Se falássemos de futebol, de jogadores, de treinadores ou clubes em voga, logo ele nos lembrava que, no seu tempo, havia “este”, “aquele” e que o “clube tal” já estivera entre os maiores e ganhara mesmo campeonatos de Portugal.
Se falássemos de informática, logo nos diria que mais revolucionárias ainda tinham sido outrora a electricidade e o telefone, a máquina de escrever e a televisão. Conhecia nomes e datas das principais invenções, sabendo a importância que tinham tido no contexto de cada época.
Como se podia conhecer tanta coisa, sobretudo ele, que tinha sido apenas um marceneiro, embora dos bons pois trabalhava a madeira com mestria? O saber pode adquirir-se de várias formas. Pelo estudo, pela experiência da vida ou lendo, lendo muito. Se os três factores se conjugarem, melhor ainda.
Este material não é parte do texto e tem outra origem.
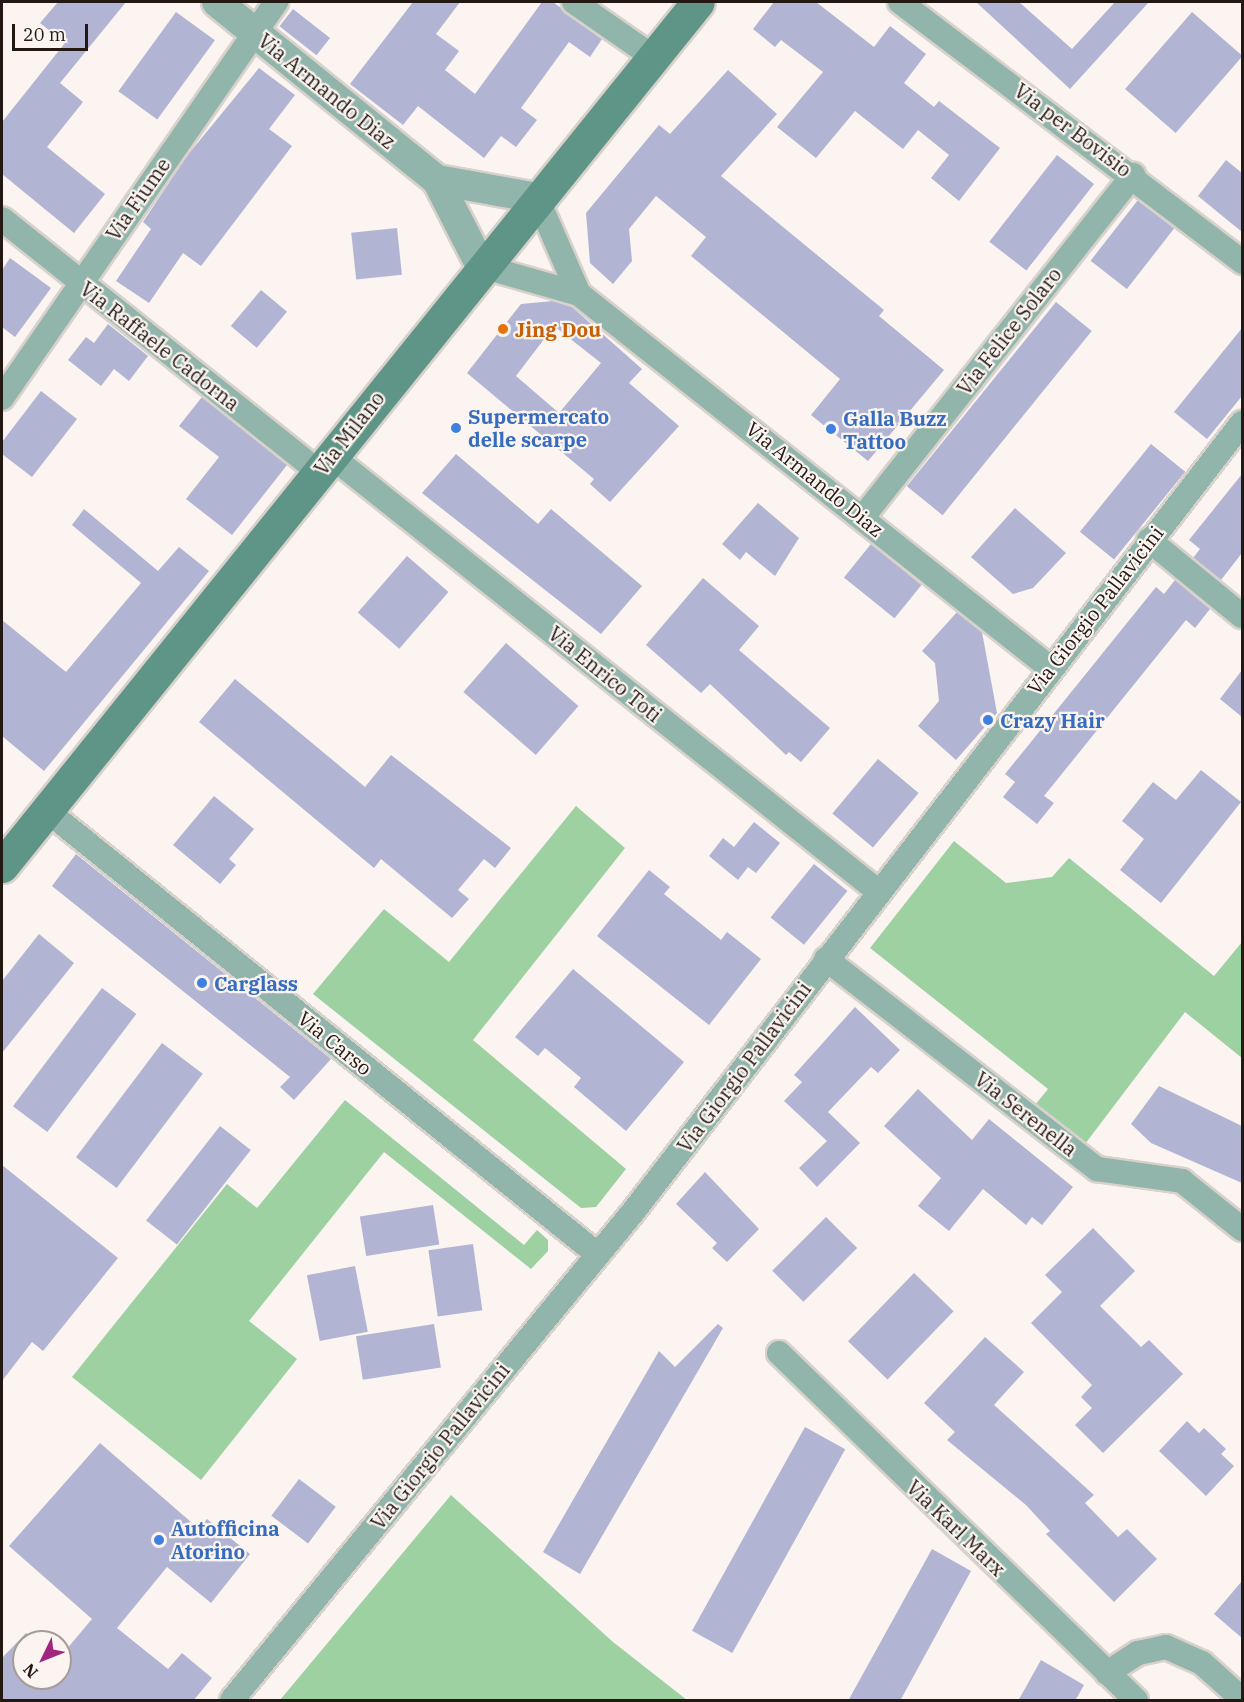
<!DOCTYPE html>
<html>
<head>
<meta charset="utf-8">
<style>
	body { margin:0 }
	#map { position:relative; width:1244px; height:1702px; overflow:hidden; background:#fbf4f0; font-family:"IBM Plex Serif",serif }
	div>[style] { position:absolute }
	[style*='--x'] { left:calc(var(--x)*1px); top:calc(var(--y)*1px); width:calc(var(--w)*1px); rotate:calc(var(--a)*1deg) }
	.green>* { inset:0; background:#9ed1a2 }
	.building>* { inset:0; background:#b2b4d3; transform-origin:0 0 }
	.roads { filter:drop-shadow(2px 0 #d8d1cc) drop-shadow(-2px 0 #d8d1cc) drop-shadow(0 2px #d8d1cc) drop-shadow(0 -2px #d8d1cc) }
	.minor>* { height:24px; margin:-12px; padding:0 12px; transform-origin:12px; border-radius:12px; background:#92b5ab }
	.tertiary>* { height:30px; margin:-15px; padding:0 15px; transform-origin:15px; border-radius:15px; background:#92b5ab }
	.secondary>* { height:33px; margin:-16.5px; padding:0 16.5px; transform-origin:16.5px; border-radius:16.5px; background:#5f9587 }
	.dots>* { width:16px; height:16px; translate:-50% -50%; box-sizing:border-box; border:3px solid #fbf4f0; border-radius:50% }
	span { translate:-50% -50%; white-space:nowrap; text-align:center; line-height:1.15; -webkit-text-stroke:4.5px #fbf4f0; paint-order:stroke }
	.street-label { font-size:20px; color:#231812 }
	.food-label { font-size:20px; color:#c56008; font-weight:700 }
	.left { translate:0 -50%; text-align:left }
	.shop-label { font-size:20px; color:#366cbe; font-weight:700 }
	.frame { position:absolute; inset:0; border:3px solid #231812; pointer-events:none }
	.north { position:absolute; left:12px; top:1630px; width:60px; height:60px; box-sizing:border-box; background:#fbf4f0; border:2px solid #a59c97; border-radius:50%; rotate:227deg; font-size:16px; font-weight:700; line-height:24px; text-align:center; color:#231812 }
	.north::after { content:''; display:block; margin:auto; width:21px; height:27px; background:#a0277d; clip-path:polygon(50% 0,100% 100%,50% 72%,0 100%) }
	.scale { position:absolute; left:12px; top:24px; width:76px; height:27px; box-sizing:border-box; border:3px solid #231812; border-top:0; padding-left:8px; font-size:18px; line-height:21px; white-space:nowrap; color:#231812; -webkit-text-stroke:4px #fbf4f0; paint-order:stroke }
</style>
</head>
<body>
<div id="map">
	<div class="green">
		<div style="clip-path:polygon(576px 806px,625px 848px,473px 1040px,626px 1169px,596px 1207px,581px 1208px,313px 994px,384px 909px,449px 962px)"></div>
		<div style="clip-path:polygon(954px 841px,1006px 883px,1052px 877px,1069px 858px,1214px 976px,1242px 942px,1242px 1058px,1185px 1012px,1085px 1144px,1035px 1105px,1048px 1089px,870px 948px)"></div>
		<div style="clip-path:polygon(345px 1100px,524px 1245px,537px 1230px,548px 1240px,548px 1251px,531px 1269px,384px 1152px,249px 1321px,297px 1359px,201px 1480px,72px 1377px,227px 1184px,257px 1208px)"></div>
		<div style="clip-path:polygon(451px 1495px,613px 1642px,687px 1700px,280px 1700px)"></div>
	</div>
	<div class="building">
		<div style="clip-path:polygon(58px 2px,126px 2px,60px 83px,83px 102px,47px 147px,105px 194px,74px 233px,2px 174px,2px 122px,65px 43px,40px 23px)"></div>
		<div style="clip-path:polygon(413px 2px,460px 2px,436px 34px,459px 51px,445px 70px,475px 94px,542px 2px,553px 2px,602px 39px,590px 57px,569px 42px,521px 108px,537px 120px,516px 147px,501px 136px,484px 158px,418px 106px,403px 125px,350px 84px)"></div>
		<div style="clip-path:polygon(774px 2px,816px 2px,874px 47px,890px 26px,926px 54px,904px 83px,934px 107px,939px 101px,1000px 148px,959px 201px,931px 178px,949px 155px,918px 130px,903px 149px,855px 111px,816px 158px,777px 127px,823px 72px,781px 40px,775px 47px,753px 29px)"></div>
		<div style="clip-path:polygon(976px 2px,1019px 2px,1072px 49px,1115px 2px,1149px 2px,1070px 89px)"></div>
		<div style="left:293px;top:9px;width:47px;height:22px;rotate:38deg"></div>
		<div style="left:176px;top:12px;width:48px;height:98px;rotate:36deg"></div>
		<div style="left:1192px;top:12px;width:67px;height:102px;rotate:41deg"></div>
		<div style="clip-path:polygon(259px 68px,295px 95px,269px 129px,292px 146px,201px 266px,183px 253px,149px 303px,116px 281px,151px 229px,143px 222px,186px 157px)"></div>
		<div style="clip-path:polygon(728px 70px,777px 114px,721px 176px,884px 310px,879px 316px,944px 370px,868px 461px,811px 415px,840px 379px,691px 256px,706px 237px,656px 196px,629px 229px,632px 261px,613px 284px,590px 263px,586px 213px,659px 125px,670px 134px)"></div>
		<div style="left:1057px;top:155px;width:47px;height:110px;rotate:38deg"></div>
		<div style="clip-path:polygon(1226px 160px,1242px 173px,1242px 232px,1198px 196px)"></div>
		<div style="left:1138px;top:200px;width:46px;height:77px;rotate:38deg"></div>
		<div style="left:397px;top:228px;width:47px;height:46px;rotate:84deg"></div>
		<div style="clip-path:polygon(10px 258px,51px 288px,15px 337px,2px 327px,2px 270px)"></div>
		<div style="left:261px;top:290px;width:34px;height:47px;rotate:40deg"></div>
		<div style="clip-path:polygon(evenodd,553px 301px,572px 307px,642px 369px,629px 383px,679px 426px,610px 502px,590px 484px,594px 479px,467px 373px,521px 304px,553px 301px,554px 326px,601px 363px,559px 413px,516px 376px,554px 326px)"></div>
		<div style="left:1056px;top:302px;width:46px;height:237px;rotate:39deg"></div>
		<div style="clip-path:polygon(108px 324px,148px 356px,129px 381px,114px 369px,101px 386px,68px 360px,86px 337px,94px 343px)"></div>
		<div style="clip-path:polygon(1242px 328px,1242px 396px,1207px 439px,1174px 412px)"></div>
		<div style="clip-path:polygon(41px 391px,77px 419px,32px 477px,2px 454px,2px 442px)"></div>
		<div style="clip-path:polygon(202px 397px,287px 465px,232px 535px,186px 499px,219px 457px,179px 426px)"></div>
		<div style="left:1151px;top:444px;width:44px;height:113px;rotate:39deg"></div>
		<div style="clip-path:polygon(456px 454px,538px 524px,551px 509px,642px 586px,601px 634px,422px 493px)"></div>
		<div style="clip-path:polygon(1242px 474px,1242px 553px,1221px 580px,1193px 558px,1200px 549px,1189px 540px)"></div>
		<div style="clip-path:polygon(758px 503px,799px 538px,775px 576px,746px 552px,740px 560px,722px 544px)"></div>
		<div style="clip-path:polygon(1015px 508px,1066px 553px,1033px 588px,1013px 594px,971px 557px)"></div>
		<div style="clip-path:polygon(84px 509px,158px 571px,179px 547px,209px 571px,44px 771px,2px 736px,2px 620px,66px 672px,141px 583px,72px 525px)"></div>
		<div style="left:871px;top:544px;width:65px;height:43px;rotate:39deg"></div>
		<div style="left:407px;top:556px;width:55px;height:75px;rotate:41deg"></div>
		<div style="clip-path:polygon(703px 578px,759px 626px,739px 650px,830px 728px,801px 762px,789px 752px,786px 755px,710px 684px,701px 693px,646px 645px)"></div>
		<div style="clip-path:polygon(1175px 580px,1210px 609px,1195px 628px,1186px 620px,1044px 796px,1054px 803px,1037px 824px,1003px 797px,1015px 782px,1005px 774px,1156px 587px,1164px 594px)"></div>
		<div style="clip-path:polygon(957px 612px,982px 632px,997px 713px,956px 760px,918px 726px,939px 701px,935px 663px,922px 651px)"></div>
		<div style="left:506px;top:643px;width:96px;height:65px;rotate:41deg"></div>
		<div style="clip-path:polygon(1242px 670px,1242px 717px,1220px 699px)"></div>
		<div style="clip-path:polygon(235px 679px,365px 787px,391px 755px,511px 848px,495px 868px,484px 859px,458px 890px,469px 899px,452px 918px,381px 859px,374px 868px,199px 722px)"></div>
		<div style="left:878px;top:759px;width:53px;height:71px;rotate:40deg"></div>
		<div style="clip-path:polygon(1201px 770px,1241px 802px,1161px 903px,1120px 870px,1144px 839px,1122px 821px,1153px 782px,1176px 800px)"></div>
		<div style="clip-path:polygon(214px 796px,254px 829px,229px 859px,236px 865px,220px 884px,173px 845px)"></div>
		<div style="clip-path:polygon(754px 822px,780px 843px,756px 873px,748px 867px,738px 880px,709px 856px,723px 838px,734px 847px)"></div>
		<div style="clip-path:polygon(76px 854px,331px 1059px,294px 1100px,280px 1087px,290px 1077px,52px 886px)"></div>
		<div style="left:814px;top:864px;width:43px;height:69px;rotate:39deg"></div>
		<div style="clip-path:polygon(649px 870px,670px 887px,664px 894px,721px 940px,727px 932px,761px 959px,709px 1025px,597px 936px)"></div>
		<div style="clip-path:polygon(39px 934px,74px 963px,2px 1053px,2px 981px)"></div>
		<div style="clip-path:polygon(573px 969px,684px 1062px,626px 1131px,574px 1087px,581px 1078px,545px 1048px,538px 1056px,515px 1037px)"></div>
		<div style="left:102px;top:988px;width:43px;height:148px;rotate:37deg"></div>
		<div style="clip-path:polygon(855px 1007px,900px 1050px,878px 1073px,871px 1067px,828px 1112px,860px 1143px,817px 1187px,799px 1168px,827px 1141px,784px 1101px,802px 1082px,794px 1075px)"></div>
		<div style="left:162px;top:1043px;width:51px;height:143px;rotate:37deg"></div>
		<div style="clip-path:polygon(1159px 1086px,1242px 1126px,1242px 1183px,1151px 1143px,1131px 1124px)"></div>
		<div style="clip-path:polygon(918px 1089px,972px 1140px,989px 1119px,1073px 1187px,1042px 1225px,1032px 1217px,1026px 1225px,983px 1189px,949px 1231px,918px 1206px,941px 1178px,884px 1126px)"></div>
		<div style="left:220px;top:1126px;width:39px;height:120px;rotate:38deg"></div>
		<div style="clip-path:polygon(2px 1165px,118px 1258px,43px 1351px,32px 1342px,2px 1381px)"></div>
		<div style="clip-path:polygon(705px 1172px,759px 1229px,727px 1262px,712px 1248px,717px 1243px,676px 1204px)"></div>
		<div style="left:433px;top:1205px;width:40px;height:74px;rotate:81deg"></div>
		<div style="left:826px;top:1217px;width:44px;height:76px;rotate:45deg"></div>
		<div style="clip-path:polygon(1093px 1228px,1135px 1271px,1100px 1306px,1141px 1347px,1149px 1340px,1183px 1374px,1103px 1453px,1075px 1425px,1092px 1408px,1081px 1397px,1092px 1385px,1031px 1323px,1062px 1292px,1045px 1275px)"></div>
		<div style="left:473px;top:1244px;width:67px;height:45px;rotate:82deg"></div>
		<div style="left:355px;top:1266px;width:67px;height:49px;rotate:79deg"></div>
		<div style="left:914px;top:1273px;width:55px;height:95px;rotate:44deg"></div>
		<div style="left:434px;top:1324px;width:44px;height:79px;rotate:81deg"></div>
		<div style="clip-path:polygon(718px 1324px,723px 1328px,580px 1574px,543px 1552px,659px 1351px,675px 1367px)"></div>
		<div style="clip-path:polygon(985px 1337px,1024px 1372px,994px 1405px,1094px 1495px,1085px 1503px,1118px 1537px,1127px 1529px,1157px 1559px,1114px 1602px,1046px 1534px,1050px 1531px,1026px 1505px,947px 1440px,955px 1432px,924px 1403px)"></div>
		<div style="clip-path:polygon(1187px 1421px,1199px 1433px,1204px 1428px,1226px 1449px,1221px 1454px,1234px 1466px,1206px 1496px,1159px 1451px)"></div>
		<div style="left:805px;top:1427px;width:46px;height:233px;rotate:29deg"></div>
		<div style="clip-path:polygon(100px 1443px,199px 1529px,207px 1519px,250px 1554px,211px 1603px,167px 1567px,117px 1628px,168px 1669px,182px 1653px,212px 1678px,193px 1701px,2px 1701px,2px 1658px,26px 1633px,36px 1642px,24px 1642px,24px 1678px,60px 1678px,60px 1657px,92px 1619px,9px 1546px)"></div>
		<div style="left:299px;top:1479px;width:46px;height:46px;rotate:37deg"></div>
		<div style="clip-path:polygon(932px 1549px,971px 1571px,900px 1701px,848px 1701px)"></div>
		<div style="clip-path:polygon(1242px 1581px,1242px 1638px,1214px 1614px)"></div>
		<div style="clip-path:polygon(1041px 1660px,1084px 1685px,1075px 1701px,1018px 1701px)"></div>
	</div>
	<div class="roads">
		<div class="minor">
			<div style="--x:574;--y:2;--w:96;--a:34.8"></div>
			<div style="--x:900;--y:2;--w:430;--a:37.2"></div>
			<div style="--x:537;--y:198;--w:105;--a:66.4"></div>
			<div style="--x:2;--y:219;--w:404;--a:38.6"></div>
			<div style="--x:481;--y:266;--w:102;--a:15.9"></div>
			<div style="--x:579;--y:294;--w:600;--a:38.44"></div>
			<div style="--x:2;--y:398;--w:482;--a:-55.3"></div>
			<div style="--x:331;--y:456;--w:700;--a:38.51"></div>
			<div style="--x:863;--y:517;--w:436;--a:-51.7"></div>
			<div style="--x:1149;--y:540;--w:120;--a:39.3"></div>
			<div style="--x:46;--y:810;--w:708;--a:38.86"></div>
			<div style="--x:826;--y:959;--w:343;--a:37.8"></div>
			<div style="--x:1097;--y:1169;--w:86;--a:8"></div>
			<div style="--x:1182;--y:1181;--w:77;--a:38.7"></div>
			<div style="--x:779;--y:1353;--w:498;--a:44.2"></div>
			<div style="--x:1107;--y:1673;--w:37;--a:-33"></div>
			<div style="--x:1138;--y:1653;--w:29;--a:-12"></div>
			<div style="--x:1166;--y:1647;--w:39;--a:24"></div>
			<div style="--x:1202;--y:1663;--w:54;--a:42"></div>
			<div style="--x:232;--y:1700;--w:632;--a:-50.59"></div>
			<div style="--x:633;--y:1212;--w:997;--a:-52.34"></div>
		</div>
		<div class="tertiary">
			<div style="--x:217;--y:2;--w:283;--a:39"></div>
			<div style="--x:437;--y:180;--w:97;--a:62.9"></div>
			<div style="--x:437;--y:180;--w:102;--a:10.2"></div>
		</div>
		<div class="secondary">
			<div style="--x:2;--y:866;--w:1109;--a:-51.15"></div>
		</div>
	</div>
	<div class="dots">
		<div style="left:503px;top:329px;background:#e8710a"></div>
		<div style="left:456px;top:428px;background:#3f7fe0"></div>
		<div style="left:831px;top:429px;background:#3f7fe0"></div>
		<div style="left:988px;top:720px;background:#3f7fe0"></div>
		<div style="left:202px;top:983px;background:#3f7fe0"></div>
		<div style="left:159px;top:1540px;background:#3f7fe0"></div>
	</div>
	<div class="street-label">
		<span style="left:327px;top:91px;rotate:39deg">Via Armando Diaz</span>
		<span style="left:1073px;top:130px;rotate:37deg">Via per Bovisio</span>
		<span style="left:138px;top:199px;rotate:-55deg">Via Fiume</span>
		<span style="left:1009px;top:331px;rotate:-52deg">Via Felice Solaro</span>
		<span style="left:160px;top:346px;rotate:38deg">Via Raffaele Cadorna</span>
		<span style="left:349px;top:433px;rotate:-52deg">Via Milano</span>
		<span style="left:815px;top:479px;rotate:39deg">Via Armando Diaz</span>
		<span style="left:1095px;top:610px;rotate:-52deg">Via Giorgio Pallavicini</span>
		<span style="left:605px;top:674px;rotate:39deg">Via Enrico Toti</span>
		<span style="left:335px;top:1043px;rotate:39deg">Via Carso</span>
		<span style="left:744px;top:1067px;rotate:-53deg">Via Giorgio Pallavicini</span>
		<span style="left:1026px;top:1114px;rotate:38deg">Via Serenella</span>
		<span style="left:440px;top:1446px;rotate:-51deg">Via Giorgio Pallavicini</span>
		<span style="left:956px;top:1528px;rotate:44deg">Via Karl Marx</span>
	</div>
	<div class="food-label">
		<span class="left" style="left:515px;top:329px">Jing Dou</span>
	</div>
	<div class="shop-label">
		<span class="left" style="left:468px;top:428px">Supermercato<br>delle scarpe</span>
		<span class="left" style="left:843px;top:430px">Galla Buzz<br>Tattoo</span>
		<span class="left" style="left:1000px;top:720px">Crazy Hair</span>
		<span class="left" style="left:214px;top:983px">Carglass</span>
		<span class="left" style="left:171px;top:1540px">Autofficina<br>Atorino</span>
	</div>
	<div class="frame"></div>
	<div class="north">N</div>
	<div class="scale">20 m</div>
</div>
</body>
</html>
Orlando não chegara a tirar a instrução primária em criança, pois começou a trabalhar muito cedo com o pai. Conseguiu estudar mais tarde, frequentando mesmo o Curso Industrial. Ainda estudou uns anos, à noite, depois do trabalho, apesar das dificuldades em comprar material escolar e em pagar as deslocações até à cidade que distava alguns quilómetros. Depois, enquanto as outras crianças, se entretinham com as brincadeiras próprias da idade, ele devorava livros, comprados a expensas suas ou emprestados pela biblioteca da Associação Cultural da vila. Quando podia escolher, preferia aos romances e livros de aventuras, biografias de personalidades célebres, relatos de invenções e de descobertas ou livros de História. Lia também muitos jornais, muitas das vezes atrasados, encontrados por aqui e por ali. Ouvia rádio, quando e onde podia, dando prioridade a palestras e entrevistas.
Tinha a avidez do conhecimento e assim continuou pela vida fora. Foi por isso sempre muito apreciado pelos colegas e pelos amigos.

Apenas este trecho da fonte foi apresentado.